Under this line are the records; write out word for word the part that begins at the line containing "M396,2067H442V2105L399,2104L400,2088H395Z" and ends at the line containing "M234,1734L247,1756L246,1861", and no more.
(Beginning of Data for the task)
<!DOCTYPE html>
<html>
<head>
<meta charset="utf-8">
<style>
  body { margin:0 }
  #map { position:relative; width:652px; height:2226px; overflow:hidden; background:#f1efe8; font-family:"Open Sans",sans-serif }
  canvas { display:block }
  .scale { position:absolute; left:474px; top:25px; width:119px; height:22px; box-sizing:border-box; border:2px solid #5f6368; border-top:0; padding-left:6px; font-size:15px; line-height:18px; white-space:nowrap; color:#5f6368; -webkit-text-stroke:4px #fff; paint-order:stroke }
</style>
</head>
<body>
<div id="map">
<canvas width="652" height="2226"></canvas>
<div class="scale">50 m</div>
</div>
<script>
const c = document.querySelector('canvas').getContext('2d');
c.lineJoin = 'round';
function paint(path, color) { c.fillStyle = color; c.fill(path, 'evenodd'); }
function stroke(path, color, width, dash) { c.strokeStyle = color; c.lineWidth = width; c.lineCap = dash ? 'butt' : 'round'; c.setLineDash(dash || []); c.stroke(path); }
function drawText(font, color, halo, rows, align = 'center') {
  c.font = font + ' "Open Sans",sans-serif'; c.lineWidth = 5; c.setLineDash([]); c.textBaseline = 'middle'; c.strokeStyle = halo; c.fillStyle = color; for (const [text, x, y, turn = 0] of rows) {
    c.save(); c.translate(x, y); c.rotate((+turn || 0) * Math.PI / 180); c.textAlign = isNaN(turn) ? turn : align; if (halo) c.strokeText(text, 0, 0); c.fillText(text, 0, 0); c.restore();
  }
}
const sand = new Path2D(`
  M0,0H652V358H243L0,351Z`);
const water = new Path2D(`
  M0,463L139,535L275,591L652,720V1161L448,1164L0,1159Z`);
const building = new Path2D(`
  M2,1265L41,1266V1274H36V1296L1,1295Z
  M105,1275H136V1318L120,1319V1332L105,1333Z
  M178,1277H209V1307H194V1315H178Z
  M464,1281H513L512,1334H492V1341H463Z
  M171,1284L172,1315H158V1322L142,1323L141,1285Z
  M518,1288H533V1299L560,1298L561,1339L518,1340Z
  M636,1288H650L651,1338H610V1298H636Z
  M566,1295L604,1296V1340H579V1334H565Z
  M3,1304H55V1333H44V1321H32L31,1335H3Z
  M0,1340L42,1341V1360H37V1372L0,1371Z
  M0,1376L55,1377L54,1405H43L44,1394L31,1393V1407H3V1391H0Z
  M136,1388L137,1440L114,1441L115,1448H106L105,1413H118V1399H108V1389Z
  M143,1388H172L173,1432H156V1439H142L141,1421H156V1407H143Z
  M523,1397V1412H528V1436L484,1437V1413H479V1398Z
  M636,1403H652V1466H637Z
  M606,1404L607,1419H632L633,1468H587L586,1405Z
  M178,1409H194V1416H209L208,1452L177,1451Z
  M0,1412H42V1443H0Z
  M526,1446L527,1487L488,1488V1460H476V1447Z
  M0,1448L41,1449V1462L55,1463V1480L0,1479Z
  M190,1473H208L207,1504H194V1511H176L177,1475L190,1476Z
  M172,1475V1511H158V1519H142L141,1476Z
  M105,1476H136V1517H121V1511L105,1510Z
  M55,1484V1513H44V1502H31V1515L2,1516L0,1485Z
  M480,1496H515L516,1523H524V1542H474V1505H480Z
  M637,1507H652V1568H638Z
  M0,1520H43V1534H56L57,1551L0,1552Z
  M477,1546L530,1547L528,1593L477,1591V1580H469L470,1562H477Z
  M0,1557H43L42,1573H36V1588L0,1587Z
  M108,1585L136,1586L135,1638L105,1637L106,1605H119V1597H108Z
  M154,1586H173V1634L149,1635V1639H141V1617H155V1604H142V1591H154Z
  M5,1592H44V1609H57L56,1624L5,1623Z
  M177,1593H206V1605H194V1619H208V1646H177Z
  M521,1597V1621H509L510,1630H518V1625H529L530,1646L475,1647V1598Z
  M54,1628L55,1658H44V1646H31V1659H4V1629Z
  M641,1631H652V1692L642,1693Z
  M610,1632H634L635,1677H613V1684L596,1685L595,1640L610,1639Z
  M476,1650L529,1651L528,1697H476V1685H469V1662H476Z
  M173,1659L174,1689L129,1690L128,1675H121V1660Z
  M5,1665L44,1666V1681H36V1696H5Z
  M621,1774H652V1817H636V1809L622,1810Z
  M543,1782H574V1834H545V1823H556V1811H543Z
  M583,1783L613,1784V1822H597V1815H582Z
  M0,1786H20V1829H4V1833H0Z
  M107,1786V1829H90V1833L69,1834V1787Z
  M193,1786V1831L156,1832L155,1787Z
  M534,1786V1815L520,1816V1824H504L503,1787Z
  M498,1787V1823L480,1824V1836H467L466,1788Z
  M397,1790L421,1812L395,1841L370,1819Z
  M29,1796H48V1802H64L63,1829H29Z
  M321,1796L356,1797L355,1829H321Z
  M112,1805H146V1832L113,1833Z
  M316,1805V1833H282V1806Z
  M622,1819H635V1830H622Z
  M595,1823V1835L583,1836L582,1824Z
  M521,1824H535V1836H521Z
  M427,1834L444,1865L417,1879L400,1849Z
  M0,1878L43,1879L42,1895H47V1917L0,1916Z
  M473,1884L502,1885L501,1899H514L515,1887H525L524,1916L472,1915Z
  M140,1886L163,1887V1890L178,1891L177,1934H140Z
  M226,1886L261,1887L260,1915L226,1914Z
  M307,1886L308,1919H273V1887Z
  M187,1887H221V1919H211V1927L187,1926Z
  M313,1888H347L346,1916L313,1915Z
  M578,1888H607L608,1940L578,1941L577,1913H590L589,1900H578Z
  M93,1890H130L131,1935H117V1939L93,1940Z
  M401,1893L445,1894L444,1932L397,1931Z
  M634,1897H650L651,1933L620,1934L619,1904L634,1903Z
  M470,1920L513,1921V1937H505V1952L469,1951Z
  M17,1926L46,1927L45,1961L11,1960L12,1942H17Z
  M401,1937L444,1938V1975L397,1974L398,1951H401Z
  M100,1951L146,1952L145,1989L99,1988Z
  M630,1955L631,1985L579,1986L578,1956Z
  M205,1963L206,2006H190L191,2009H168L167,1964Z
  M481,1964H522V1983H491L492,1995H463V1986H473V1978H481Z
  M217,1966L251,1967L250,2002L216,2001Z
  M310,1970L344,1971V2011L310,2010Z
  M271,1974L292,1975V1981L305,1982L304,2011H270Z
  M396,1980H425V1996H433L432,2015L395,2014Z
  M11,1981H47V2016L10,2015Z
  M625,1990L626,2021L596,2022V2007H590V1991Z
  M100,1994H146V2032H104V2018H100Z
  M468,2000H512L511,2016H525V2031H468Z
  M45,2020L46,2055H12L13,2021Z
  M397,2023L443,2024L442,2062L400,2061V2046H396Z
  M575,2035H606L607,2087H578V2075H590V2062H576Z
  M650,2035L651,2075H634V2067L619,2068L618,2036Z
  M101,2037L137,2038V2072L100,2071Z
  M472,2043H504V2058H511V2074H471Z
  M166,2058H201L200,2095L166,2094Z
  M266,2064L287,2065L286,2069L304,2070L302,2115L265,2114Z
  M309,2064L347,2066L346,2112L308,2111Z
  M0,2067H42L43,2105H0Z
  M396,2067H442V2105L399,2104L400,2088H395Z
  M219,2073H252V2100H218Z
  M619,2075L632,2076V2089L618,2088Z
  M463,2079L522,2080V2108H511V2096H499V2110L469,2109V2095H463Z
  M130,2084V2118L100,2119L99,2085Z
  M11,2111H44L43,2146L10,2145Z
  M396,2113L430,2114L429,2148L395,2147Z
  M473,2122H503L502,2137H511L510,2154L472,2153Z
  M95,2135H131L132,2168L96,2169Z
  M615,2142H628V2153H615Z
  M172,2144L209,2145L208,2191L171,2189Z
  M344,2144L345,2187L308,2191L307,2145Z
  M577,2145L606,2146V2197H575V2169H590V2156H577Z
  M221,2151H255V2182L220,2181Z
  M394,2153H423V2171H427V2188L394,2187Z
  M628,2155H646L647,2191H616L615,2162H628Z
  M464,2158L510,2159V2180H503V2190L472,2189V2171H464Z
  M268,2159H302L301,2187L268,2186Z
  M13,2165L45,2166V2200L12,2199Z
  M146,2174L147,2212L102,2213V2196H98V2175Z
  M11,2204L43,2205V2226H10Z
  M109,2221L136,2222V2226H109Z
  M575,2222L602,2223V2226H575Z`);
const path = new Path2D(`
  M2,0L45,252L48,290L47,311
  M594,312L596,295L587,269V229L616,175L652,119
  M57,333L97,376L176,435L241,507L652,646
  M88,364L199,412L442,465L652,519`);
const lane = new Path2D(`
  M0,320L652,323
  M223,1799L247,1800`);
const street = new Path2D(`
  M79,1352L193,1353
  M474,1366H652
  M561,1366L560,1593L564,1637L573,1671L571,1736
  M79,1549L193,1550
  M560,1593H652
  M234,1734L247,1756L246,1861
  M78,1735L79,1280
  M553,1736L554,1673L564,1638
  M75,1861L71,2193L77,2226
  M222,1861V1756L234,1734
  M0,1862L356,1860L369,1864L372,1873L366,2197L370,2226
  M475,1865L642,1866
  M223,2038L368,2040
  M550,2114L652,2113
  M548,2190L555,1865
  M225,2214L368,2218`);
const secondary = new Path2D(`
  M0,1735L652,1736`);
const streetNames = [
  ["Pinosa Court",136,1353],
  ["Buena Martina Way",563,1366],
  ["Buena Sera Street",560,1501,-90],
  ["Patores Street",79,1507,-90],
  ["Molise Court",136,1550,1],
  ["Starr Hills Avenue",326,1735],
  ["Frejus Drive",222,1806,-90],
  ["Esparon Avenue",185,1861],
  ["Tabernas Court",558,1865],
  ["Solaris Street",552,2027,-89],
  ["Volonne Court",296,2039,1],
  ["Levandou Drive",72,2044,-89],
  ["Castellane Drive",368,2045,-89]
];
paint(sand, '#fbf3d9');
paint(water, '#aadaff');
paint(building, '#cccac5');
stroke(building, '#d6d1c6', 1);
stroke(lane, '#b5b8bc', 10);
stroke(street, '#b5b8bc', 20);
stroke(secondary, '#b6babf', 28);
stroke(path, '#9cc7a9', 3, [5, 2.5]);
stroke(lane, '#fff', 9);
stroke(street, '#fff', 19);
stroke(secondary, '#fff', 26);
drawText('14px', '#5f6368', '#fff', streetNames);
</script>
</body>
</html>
(End of Data for the task)
Task answer:
  M396,2067H442V2105L399,2104L400,2088H395Z
  M219,2073H252V2100H218Z
  M619,2075L632,2076V2089L618,2088Z
  M463,2079L522,2080V2108H511V2096H499V2110L469,2109V2095H463Z
  M130,2084V2118L100,2119L99,2085Z
  M11,2111H44L43,2146L10,2145Z
  M396,2113L430,2114L429,2148L395,2147Z
  M473,2122H503L502,2137H511L510,2154L472,2153Z
  M95,2135H131L132,2168L96,2169Z
  M615,2142H628V2153H615Z
  M172,2144L209,2145L208,2191L171,2189Z
  M344,2144L345,2187L308,2191L307,2145Z
  M577,2145L606,2146V2197H575V2169H590V2156H577Z
  M221,2151H255V2182L220,2181Z
  M394,2153H423V2171H427V2188L394,2187Z
  M628,2155H646L647,2191H616L615,2162H628Z
  M464,2158L510,2159V2180H503V2190L472,2189V2171H464Z
  M268,2159H302L301,2187L268,2186Z
  M13,2165L45,2166V2200L12,2199Z
  M146,2174L147,2212L102,2213V2196H98V2175Z
  M11,2204L43,2205V2226H10Z
  M109,2221L136,2222V2226H109Z
  M575,2222L602,2223V2226H575Z`);
const path = new Path2D(`
  M2,0L45,252L48,290L47,311
  M594,312L596,295L587,269V229L616,175L652,119
  M57,333L97,376L176,435L241,507L652,646
  M88,364L199,412L442,465L652,519`);
const lane = new Path2D(`
  M0,320L652,323
  M223,1799L247,1800`);
const street = new Path2D(`
  M79,1352L193,1353
  M474,1366H652
  M561,1366L560,1593L564,1637L573,1671L571,1736
  M79,1549L193,1550
  M560,1593H652
  M234,1734L247,1756L246,1861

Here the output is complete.